The City watchdog has imposed the largest ever fine on an individual to the man who allegedly mis-sold £475m of so-called ‘death bonds.’
The Financial Conduct Authority (FCA) has imposed a £75m fine on Stewart Ford, chief executive of the now defunct Keydata Investment Services, reports The Telegraph.
Keydata sold the bonds to some 37,000 customers between 2005 and its high-profile collapse in the summer of 2009, doing so on the impression that they were eligible for tax-free ISAs, which they were not.
Keydata was declared insolvent in June 2009 by the the Financial Services Authority (FSA), the pre-cursor to the FCA.
Mr Ford, and lieutenants Mark Owen and Peter Johnson, have been fined a combined total of almost £80m for their part in the scandal, as well as be banned from any role in regulated financial services.
Mr Owen, the former sales director, and Mr Johnson, the former compliance officer, face fines of £4m and £200,000 respectively.
However each of the trio has referred their case to the Upper Tribunal, the final arbiter in cases involving the financial regulator, which will decide whether the decisions should be upheld.
The FCA accused the three men of promoting the bonds in a way that was “unclear, incorrect and misleading”
Mr Ford said that he will fight the FCA’s ruling, and claimed that he would file for £650m in damages from the regulator and auditor PricewaterhouseCoopers.
The fine Mr Ford is challenging dwarfs the previous record, of $9.6m (£6.2m), imposed on Dubai-based Rameshkumar Goenka for stock manipulation.

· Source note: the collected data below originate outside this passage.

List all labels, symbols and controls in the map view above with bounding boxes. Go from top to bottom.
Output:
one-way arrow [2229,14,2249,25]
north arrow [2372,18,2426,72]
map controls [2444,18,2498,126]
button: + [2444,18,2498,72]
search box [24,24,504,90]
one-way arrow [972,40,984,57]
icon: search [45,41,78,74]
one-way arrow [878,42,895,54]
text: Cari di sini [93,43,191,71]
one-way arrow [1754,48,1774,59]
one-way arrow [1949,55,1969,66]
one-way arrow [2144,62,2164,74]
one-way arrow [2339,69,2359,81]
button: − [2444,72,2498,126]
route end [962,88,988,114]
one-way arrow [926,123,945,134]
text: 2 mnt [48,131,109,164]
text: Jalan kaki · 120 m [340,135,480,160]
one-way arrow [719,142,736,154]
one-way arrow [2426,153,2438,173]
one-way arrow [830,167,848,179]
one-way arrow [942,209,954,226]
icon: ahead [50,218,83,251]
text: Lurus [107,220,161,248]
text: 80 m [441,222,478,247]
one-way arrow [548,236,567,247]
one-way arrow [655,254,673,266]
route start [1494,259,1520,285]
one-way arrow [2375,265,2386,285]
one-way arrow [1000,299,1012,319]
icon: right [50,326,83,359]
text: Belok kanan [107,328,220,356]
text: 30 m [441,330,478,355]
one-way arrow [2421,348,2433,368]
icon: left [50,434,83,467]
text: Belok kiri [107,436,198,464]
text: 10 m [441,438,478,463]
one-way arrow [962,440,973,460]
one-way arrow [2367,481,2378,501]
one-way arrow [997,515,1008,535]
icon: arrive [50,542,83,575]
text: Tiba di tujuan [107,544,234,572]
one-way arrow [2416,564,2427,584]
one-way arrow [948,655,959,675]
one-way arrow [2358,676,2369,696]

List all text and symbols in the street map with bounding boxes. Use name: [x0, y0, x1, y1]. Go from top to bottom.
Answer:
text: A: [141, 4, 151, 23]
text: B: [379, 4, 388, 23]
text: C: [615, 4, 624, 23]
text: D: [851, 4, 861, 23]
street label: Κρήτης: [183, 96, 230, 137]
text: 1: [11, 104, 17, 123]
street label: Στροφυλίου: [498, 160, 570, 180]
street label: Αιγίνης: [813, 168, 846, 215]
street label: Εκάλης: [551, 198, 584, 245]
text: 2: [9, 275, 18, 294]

The former Keydata boss said that the regulator “knowingly exceeded its statutory authority in order to bring down the company”.
The products Keydata sold were underpinned by its investment in bonds issued by so-called “special purpose vehicles” SLS Capital and Lifemark. These in turn invested in life settlement policies.
Mr Owen agreed to fund income payments to investors from Keydata’s own resources, rather than from payments from SLS to the company. Mr Owen did this “although he was aware this would conceal the portfolio’s solvency problems,” the FCA claimed.
The regulator said that Mr Owen “recklessly relied on assurances from Mr Ford” that he would deal with the underperformance of the underlying products.
Keydata was declared insolvent after the discovery that the company could face a tax liability of £12m that it could not pay, as it products did not hold Isa status.
Mr Ford alleged that the FSA intervened “as a blatant attempt to prove it could be effective after its disastrous handling of bank regulation in the lead-up to the financial crisis”.
The FCA said that the three men “failed to act with integrity” and “deliberately misled” the regulator when questioned on the performance of their products.
More than £330m of the losses investors faced has since been returned to them by the Financial Services Compensation Scheme.